Well Im gonna give it one last try to see if any of the electrical whizz kids out there can come up with a solution to my 240V supply problem before I take it to the £100 per hour specialists at Newark. Hopefully it will only take them 5 minutes but I guess you know as well as I do that NEVER happens.

The problem occurred when my wife inadvertently plugged in a 3000 watt heater whilst we were hooked up on a fantastic little site in Ayrshire. It didn't trip the hook up fuses however the 2 trips in the van module tripped.
I reset them and all was tiketyboo.

However when she did it again neither the site hook up trips didn't trip and neither did the van trips however the 240VI system failed from that moment and Ive never been able to get it operating since. the fact that nothing tripped despite the 240V failing concerns me somewhat.

Ive checked out the small 2 amp glass surge fuse in the trans/rectifier and it appeared okay, but I changed it anyway.

Somehow I seem to think the problem must lie in the trip unit installed in the wardrobe in the boiler locker compartment. Maybe this will need to be replaced. I cant think of anymore fuses that link the 240V system that may have blow. Like I said before for neither of the trips to initiate ie the bollard on site or the van trips when the fault arose the second time is somewhat of a mystery when amperage possibly was exceeded.

So what do you think, bite the bullet and get the plastic out or attempt to delve deeper into the problem myself?

PS
Needless to say the heater has been hidden in the garage at home.


----------



## davesport (Nov 12, 2006)

> however the 240VI system failed from that moment and Ive never been able to get it operating since.


What exactly is it that's not working :?:

D.


----------



## 104305 (May 6, 2007)

In response to your question the 240V system in the van isnt working despite being plugged in at site hook ups ie none of the 3 pin sockets are live consequently the 240 volt hook ups on site are of no use to me which is a bit of a pain!


----------



## SpeedyDux (Jul 13, 2007)

Perhaps the Hymer designers didn't expect a 14 amp load on the AC circuit ..


SD


----------



## Braesman (May 9, 2005)

Have you checked the hookup cable? Maybe one of the connecting wires is disconnected or has fried.

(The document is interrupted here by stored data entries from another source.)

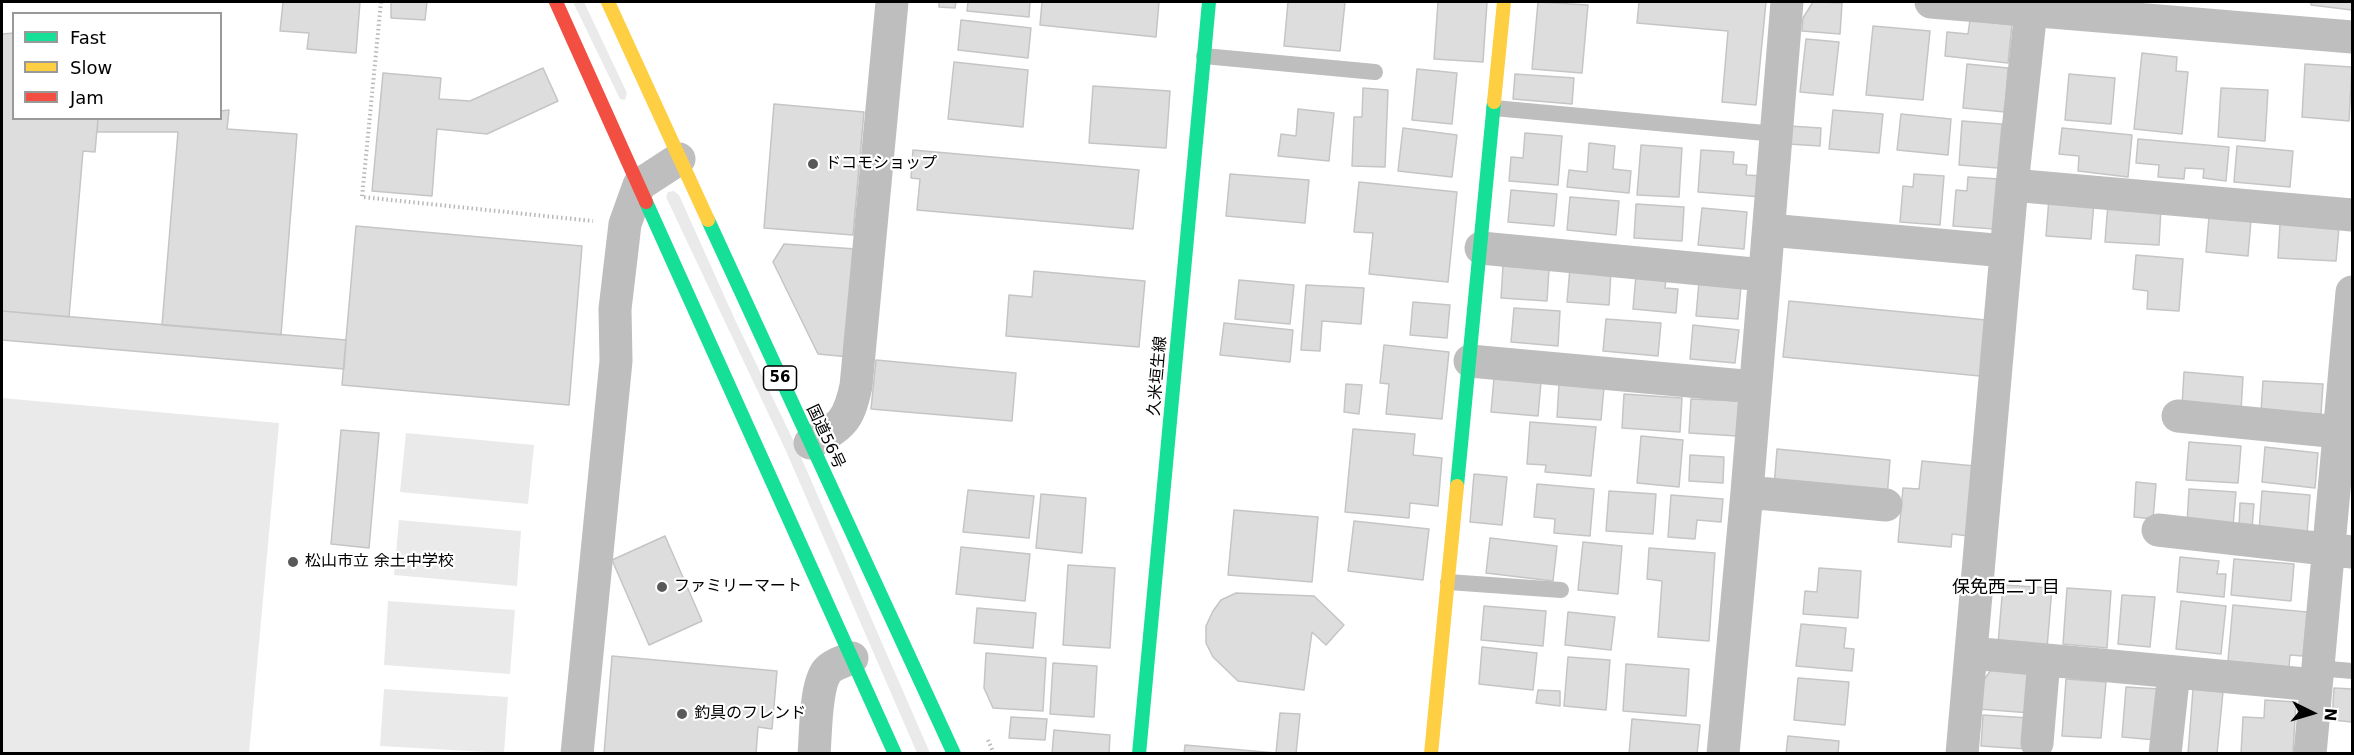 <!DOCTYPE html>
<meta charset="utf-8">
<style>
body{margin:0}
#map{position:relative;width:2354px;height:755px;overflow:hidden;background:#fff;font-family:"DejaVu Sans",sans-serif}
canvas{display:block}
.frame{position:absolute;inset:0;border:3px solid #000;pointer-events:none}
.legend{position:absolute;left:12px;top:12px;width:210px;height:108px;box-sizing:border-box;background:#fff;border:2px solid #999;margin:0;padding:8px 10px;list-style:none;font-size:18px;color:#000}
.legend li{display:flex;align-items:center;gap:12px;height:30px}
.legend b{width:30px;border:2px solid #999}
.north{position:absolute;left:2282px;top:683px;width:60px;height:60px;-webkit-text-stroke:4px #fff;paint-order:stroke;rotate:95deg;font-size:16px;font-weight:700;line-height:24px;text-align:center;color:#000}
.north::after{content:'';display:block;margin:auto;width:21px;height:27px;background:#000;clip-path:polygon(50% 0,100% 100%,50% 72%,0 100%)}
</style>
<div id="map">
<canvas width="2354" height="755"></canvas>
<div class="frame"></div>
<ul class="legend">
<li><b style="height:8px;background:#16e098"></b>Fast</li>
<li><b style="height:8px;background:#ffcf43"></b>Slow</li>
<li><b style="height:8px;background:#f24e42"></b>Jam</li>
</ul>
<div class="north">N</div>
</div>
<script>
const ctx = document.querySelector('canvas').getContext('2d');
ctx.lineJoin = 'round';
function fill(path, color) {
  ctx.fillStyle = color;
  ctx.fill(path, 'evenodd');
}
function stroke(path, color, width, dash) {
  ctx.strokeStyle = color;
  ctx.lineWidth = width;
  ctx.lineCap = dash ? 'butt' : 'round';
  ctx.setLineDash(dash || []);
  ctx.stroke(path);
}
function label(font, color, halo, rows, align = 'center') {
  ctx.font = font + ' "DejaVu Sans","Noto Sans JP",sans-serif';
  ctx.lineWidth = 4.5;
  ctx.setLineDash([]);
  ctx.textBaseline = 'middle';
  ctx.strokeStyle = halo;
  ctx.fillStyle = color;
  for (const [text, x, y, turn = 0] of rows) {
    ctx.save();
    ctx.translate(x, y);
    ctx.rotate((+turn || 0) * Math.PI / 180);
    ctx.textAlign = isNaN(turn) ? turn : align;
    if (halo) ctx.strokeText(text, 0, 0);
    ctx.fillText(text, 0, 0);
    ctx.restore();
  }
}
const green = new Path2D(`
 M573,2h11l43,91 -2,7 -5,-1z
 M674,191l5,4 57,127 61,126 133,305h-13l-131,-302 -120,-254 2,-5z
 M2,398l277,25 -30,330h-247z
 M406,433l128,12 -6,59 -128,-12z
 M399,520l122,11 -4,55 -123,-11z
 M388,601l127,9 -5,64 -126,-9z
 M384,689l124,8 -4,56 -124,-7z`);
const building = new Path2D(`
 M283,2h77l-4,51 -49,-4 2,-16 -29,-2z
 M391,2h36l-2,18 -34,-2z
 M939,2h17l-1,6 -16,-1z
 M968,2h62l-1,15 -62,-6z
 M1042,2h117l-3,35 -116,-12z
 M1288,2h57l-5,49 -56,-5z
 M1438,2h49l-4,60 -49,-3z
 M1538,2l50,3 -6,68 -50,-4z
 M1639,2h127l-10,103 -34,-3 6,-71 -91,-8z
 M1813,2l29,1 -2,31 -38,-3 1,-13z
 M2311,2h41v8l-41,-5z
 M961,20l70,8 -3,30 -70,-8z
 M1970,20l42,5 -4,38 -63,-7 2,-24 21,2z
 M1873,26l57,5 -7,69 -57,-5z
 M14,33v85h84l-3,34 -12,-1 -14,166 -67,-6v-277z
 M1806,39l33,3 -6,53 -33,-3z
 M2142,53l35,4 -1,14 12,1 -6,62 -48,-5z
 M954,62l74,8 -5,57 -75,-8z
 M1967,64l41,4 -3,44 -42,-4z
 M2305,64l47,3 -3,54 -47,-4z
 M543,68l15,33 -71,33 -50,-5 -5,67 -60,-5 11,-118 58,5 -2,21 31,2z
 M1417,69l40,4 -5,51 -40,-4z
 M1515,74l59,4 -2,26 -59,-5z
 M2069,74l46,4 -4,46 -46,-4z
 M1093,86l77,5 -4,57 -77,-5z
 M1363,88l25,2 -3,77 -33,-1 2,-49h8z
 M2221,88l47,2 -3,51 -47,-4z
 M774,104l90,8 -11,123 -89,-7z
 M1298,109l36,4 -5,48 -51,-5 3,-22 15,2z
 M229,110l-2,19 70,5 -16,201 -119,-10 16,-193h-81l1,-14h122v-7z
 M1833,110l50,4 -4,39 -50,-4z
 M1901,114l50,5 -3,36 -51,-5z
 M1962,121l40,3 -4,44 -39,-3z
 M1789,126l32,2 -1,18 -32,-2z
 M1403,128l54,7 -5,42 -54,-6z
 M2062,128l70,7 -4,42 -50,-6 1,-15 -20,-2z
 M1525,133l37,3 -4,49 -49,-4 2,-24 12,1z
 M2138,139l91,8 -3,34 -23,-3 1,-9 -19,-1 -1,11 -26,-2 1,-12 -23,-2z
 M1589,143l26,3 -2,23 18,2 -2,22 -62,-6 2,-17 18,2z
 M1641,145l41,3 -3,49 -42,-2z
 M2237,146l56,5 -3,36 -56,-5z
 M913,150l226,20 -6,59 -216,-19 3,-31 -9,-1z
 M1701,150l33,2 -1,12 14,1 -1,10 18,1 -2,21 -64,-5z
 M1230,174l79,6 -4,43 -79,-7z
 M1914,174l30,2 -4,49 -40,-3 3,-36 10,1z
 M1968,177l31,2 -5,50 -41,-3 3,-36 11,1z
 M1359,182l98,10 -9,90 -79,-8 4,-41 -19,-1z
 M1511,190l46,4 -3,32 -46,-4z
 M1570,197l49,4 -3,34 -49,-5z
 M2049,198l45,4 -3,37 -45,-3z
 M2108,203l53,4 -2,38 -54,-3z
 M1636,204l48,3 -2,34 -48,-3z
 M1702,208l45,4 -3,37 -46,-4z
 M2209,217l42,3 -3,36 -42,-4z
 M2280,224l59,3 -3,34 -58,-3z
 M356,226l226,20 -13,159 -227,-20z
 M784,244l72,5 -7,108 -31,-3 -45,-92z
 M2136,255l47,4 -4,52 -32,-2 1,-18 -15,-2z
 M1503,266l46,3 -2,32 -46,-3z
 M1570,268l41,3 -2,34 -42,-3z
 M1034,271l111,10 -6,66 -133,-11 3,-41 23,2z
 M1636,275l30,3 -1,10 13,1 -2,24 -43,-4z
 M1239,280l55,5 -4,39 -55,-5z
 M1699,282l42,4 -3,33 -42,-3z
 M1306,285l58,3 -3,36 -39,-3 -2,30 -19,-1z
 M1789,301l197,19 -6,56 -197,-19z
 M1413,302l37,3 -3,33 -37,-3z
 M1514,308l46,3 -2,35 -47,-4z
 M2,311l344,29 -2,29 -342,-29z
 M1606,319l55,4 -3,33 -55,-5z
 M1224,323l69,7 -3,32 -70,-7z
 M1693,325l46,5 -4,33 -45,-4z
 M1384,345l65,7 -7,67 -56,-5 3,-30 -9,-1z
 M876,360l140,13 -4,48 -141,-12z
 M2184,372l59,5 -2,33 -59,-4z
 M1494,378l47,4 -3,34 -47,-4z
 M2263,381l60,3 -2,30 -60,-3z
 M1346,384l16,1 -3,29 -15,-2z
 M1559,384l45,3 -3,33 -44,-3z
 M1624,394l58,4 -2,34 -58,-4z
 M1691,399l48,2 -2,35 -48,-3z
 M1530,422l66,5 -5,49 -46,-4 1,-7 -19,-1z
 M1353,429l62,5 -2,21 29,3 -4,48 -28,-3 -1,15 -64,-6z
 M341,430l38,3 -10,115 -38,-4z
 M1641,436l42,4 -4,47 -42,-4z
 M2189,442l52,4 -3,37 -52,-3z
 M2265,447l53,6 -3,35 -53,-6z
 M1777,449l113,11 -3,38 -113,-11z
 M1690,455l34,2 -1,26 -34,-2z
 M1922,461l53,5 -6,70 -17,-2 -1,13 -53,-5 5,-54 16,1z
 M1474,474l33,3 -5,48 -32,-3z
 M2136,482l20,2 -3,35 -19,-2z
 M1537,484l57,5 -4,47 -36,-3 1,-14 -21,-2z
 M2189,489l47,3 -3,34 -46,-3z
 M968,490l66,6 -5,42 -66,-6z
 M1609,491l47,3 -3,40 -47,-3z
 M2262,491l48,4 -3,39 -48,-3z
 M1041,494l45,4 -4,55 -46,-5z
 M1671,495l52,4 -2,23 -24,-2 -2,19 -27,-2z
 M2240,503l14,1 -2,25 -13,-1z
 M1234,510l84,7 -6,65 -84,-7z
 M1354,521l75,8 -6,51 -75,-9z
 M665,536l37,85 -53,24 -37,-85z
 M1490,538l67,8 -4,35 -67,-8z
 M1583,542l39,4 -4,48 -40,-4z
 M961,547l69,7 -5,47 -69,-7z
 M1649,548l66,5 -6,88 -51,-4 4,-56 -15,-2z
 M2180,557l39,4 -2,13h9l-2,23 -47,-5z
 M2234,559l60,5 -3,37 -60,-6z
 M1068,565l47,3 -5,80 -47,-3z
 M1819,568l42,3 -3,47 -55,-4 2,-23 12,1z
 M2003,585l49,3 -5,60 -49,-4z
 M2067,588l44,3 -4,57 -44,-4z
 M1236,593l78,3 30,29 -18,20 -14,-13 -8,58 -66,-9 -25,-24 -7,-14v-17l7,-15 8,-11z
 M2122,595l33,2 -5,50 -32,-3z
 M2181,601l45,5 -5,48 -45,-5z
 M2233,605l74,7 -4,44 -13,-1 -1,12 -61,-6z
 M1484,606l62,5 -3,35 -62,-6z
 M977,608l59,5 -3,35 -59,-5z
 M1568,612l47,5 -4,33 -46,-5z
 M1801,624l45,4 -2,20 10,1 -2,22 -56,-5z
 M1482,647l55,6 -4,37 -54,-6z
 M986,653l60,5 -3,53 -50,-3 -9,-20z
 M612,656l165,15 -5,58 -14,-2 -2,27h-152z
 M1568,657l42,3 -4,50 -42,-4z
 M1053,663l44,3 -3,51 -44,-3z
 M1626,664l63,5 -3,47 -63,-5z
 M1991,670l43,2 -3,41 -53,-4 2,-24z
 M1798,678l51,4 -4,43 -51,-5z
 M2066,679l40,3 -5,56 -39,-2z
 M2126,687l34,2 -4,51 -34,-3z
 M2334,688l18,1v33l-20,-2z
 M2193,689l30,3 -6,62h-29z
 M1538,690l22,1v15l-24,-3z
 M2265,700l31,2 -3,52h-52l2,-37 21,1z
 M1280,713l20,1 -4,40h-112l1,-9 91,8z
 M1983,715l46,3 -2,31 -46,-3z
 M1011,717l36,2 -2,21 -36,-2z
 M1632,719l68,6 -3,29h-68z
 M1054,730l56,5 -1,19h-57z
 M1788,736l51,5 -1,13h-52z`);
const path = new Path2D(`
 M381,2l-19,195 231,24
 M988,740l6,14`);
const lane = new Path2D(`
 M1204,56l171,16
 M1494,108l282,26
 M1448,582l113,8
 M2318,668l34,3`);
const street = new Path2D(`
 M1931,2l421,35
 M2012,185l340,30
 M1769,230l237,21
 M1481,248l283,27
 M1470,361l285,26
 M2178,416l161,16
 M810,443c31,-17 38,-20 46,-57l36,-384
 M1747,492l139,13
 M2158,530l194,22
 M1971,653l345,32
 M2037,743l7,-83
 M577,754l39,-393 -1,-52 10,-85 14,-39 40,-26
 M814,754c2,-21 1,-67 13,-83 6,-7 18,-10 25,-13
 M1723,754l24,-262 40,-490
 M1962,754l50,-569 19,-175
 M2165,754l9,-82
 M2310,754l42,-462`);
const fast = new Path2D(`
 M646,202l249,552
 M708,220l246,534
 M1457,486l37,-384
 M1139,754l70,-752`);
const slow = new Path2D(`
 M608,2l100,218
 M1494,102l10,-100
 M1431,754l26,-268`);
const jam = new Path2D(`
 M556,2l90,200`);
const markers = [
 [813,164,6,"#595959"],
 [293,562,6,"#595959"],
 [662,587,6,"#595959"],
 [682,714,6,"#595959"]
];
const shields = [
 [780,378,33]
];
const shieldNames = [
 ["56",780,378]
];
const poiNames = [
 ["ドコモショップ",825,164],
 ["松山市立 余土中学校",305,562],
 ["ファミリーマート",674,587],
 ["釣具のフレンド",694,714]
];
const streetNames = [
 ["久米垣生線",1158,376,-85],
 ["国道56号",825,437,65]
];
const neighbourhoodNames = [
 ["保免西二丁目",2006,588]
];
fill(green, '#eaeaea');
fill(building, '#ddd');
stroke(building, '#c5c5c5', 1.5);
stroke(path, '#b8b8b8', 4, [1.5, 3]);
stroke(lane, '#bebebe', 16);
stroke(street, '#bebebe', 33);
stroke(fast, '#16e098', 14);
stroke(slow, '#ffcf43', 14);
stroke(jam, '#f24e42', 14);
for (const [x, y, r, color] of markers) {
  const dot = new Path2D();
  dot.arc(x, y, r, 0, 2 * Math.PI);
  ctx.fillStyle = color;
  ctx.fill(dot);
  stroke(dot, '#fff', 2);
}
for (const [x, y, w] of shields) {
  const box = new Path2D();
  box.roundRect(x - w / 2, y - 12, w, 24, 4.5);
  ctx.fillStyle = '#fff';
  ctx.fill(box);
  stroke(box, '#000', 1.5);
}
label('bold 15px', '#000', null, shieldNames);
label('16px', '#000', '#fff', poiNames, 'left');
label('16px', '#000', '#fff', streetNames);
label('18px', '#000', '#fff', neighbourhoodNames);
</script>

Is there 240 volts at the van end when the cable is plugged into the mains? You could try another cable.

Be careful!!


----------



## pieterv (Feb 3, 2009)

If you are confident with working with mains electricity it is a matter of getting a voltmeter out and systematically look for the fault. 

So start at the bollard, check that that has 240V, then the end of your cable that plugs into the van, as suggested above. Does the plug that goes into the van socket have 240V? 

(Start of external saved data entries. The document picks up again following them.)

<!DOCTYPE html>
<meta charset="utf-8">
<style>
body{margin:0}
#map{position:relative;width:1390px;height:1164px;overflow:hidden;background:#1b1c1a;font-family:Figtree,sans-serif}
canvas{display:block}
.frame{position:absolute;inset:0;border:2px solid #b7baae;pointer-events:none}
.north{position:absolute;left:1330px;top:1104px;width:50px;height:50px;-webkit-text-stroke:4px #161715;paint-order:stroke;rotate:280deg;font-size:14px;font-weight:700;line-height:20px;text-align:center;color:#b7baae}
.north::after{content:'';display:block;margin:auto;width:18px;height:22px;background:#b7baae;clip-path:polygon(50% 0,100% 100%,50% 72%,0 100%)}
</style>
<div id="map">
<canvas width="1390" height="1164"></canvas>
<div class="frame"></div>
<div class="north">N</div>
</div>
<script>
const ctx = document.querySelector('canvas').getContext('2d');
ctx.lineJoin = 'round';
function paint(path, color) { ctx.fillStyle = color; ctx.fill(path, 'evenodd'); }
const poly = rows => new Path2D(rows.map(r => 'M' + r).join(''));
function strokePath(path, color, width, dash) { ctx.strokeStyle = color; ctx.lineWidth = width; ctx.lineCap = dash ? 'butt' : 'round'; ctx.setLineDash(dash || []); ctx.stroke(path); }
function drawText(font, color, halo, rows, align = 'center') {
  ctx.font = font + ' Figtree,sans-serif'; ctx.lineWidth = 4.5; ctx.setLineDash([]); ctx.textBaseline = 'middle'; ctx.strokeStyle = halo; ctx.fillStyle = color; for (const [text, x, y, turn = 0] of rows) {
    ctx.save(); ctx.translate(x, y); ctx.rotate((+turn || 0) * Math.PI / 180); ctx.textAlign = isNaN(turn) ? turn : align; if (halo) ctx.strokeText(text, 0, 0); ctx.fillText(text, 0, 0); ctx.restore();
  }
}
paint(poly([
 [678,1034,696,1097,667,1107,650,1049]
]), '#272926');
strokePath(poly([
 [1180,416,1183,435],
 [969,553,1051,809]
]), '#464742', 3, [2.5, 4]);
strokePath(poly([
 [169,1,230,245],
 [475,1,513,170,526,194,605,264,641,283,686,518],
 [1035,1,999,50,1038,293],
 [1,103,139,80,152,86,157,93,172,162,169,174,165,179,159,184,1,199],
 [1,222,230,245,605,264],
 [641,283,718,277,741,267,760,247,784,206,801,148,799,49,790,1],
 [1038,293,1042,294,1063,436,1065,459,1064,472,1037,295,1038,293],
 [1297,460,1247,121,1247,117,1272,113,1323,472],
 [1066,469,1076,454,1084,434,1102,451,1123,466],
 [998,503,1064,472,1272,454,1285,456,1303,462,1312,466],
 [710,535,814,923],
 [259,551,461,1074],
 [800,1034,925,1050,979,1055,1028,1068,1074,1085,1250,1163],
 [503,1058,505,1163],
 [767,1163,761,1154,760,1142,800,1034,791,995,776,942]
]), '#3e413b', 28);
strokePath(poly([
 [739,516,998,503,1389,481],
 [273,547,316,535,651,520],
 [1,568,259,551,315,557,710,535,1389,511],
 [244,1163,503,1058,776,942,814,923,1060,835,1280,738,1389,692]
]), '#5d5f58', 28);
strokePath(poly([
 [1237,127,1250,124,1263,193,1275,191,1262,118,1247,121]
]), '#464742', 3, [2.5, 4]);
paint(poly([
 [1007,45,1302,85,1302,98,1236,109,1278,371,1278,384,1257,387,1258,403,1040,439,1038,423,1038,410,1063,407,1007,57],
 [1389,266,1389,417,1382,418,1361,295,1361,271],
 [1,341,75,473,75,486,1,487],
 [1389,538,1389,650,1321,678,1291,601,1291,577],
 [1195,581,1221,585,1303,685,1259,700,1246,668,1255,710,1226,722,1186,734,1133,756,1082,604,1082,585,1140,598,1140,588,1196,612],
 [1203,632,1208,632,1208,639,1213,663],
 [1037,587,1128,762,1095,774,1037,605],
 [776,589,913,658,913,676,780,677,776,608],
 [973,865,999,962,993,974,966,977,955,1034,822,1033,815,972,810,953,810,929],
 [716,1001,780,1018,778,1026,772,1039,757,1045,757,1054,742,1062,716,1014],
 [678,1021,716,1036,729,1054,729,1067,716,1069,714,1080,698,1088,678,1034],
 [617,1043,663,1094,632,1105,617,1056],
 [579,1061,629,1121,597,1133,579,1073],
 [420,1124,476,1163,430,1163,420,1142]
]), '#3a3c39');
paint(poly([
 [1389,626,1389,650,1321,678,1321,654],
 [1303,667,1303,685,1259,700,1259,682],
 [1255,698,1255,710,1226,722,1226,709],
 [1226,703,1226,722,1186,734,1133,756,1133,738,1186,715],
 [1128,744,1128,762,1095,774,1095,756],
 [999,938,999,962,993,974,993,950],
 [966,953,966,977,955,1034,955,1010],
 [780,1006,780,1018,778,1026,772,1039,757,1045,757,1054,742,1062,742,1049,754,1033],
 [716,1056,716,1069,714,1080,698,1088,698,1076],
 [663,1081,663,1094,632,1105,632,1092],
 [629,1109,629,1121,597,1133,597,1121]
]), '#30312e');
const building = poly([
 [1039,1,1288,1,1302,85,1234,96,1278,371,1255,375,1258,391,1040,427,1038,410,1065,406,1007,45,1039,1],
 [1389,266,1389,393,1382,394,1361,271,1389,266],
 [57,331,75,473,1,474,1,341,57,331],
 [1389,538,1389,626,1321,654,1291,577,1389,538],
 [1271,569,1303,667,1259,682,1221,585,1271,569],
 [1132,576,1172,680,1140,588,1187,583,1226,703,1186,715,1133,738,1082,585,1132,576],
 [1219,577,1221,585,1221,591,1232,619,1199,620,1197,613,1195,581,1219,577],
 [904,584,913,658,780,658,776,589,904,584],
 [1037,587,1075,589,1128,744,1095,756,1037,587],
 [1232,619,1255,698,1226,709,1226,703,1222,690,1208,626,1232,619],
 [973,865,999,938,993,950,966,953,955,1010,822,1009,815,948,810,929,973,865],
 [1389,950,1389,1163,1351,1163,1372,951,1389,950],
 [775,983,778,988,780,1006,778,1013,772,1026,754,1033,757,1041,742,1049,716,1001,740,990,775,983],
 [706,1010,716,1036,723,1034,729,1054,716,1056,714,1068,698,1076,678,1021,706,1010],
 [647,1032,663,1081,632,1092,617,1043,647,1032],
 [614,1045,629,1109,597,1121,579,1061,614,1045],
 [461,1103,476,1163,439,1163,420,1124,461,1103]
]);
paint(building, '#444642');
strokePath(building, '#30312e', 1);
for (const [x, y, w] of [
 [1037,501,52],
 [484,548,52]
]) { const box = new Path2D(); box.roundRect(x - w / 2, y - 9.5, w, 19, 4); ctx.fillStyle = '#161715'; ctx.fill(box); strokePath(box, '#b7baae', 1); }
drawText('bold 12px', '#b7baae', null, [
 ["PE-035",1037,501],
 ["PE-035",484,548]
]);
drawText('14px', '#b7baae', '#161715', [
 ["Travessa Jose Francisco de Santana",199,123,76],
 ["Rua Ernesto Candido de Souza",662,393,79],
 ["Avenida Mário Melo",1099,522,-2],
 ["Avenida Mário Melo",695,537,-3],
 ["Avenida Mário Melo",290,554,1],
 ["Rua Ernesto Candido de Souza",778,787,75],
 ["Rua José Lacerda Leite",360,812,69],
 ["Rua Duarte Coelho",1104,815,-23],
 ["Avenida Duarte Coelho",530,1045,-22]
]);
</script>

Then start tracing inside the van, which would mean looking at the wiring coming away from the socket, going into the fuse/rcd box, coming out of the fuse box, etc. 

Only do this if you know what you are doing, and obviously never tough the live wires! If not, pay a professional to do it. 

Pieter


----------



## GerryD (Sep 20, 2007)

On all three of our motorhomes the wires in the back of the inlet socket have worked loose. It is possible that the high current draw caused sufficient arc to force one of the wires (+ve) to jump out of it's connection. It is a simple job to open the inlet and check the state of the connections.
Gerry


----------



## lecky7 (May 29, 2005)

*one last try*

We have a Hymer 574, & we had the same trouble some time back. Do you have the Electroblock in the wooden box alongside the driver if so pull back the front sliding wooden panel,lift the wooden cover over the unit, you should see a flat plug, which is the mains connector, unplug it plug in the mains to the van & check with a meter wether you have mains voltage, if you have,then it looks like the unit has been damaged.We got in touch with the makers in Germany, & they replaced ours.
Fingers crossed then.


----------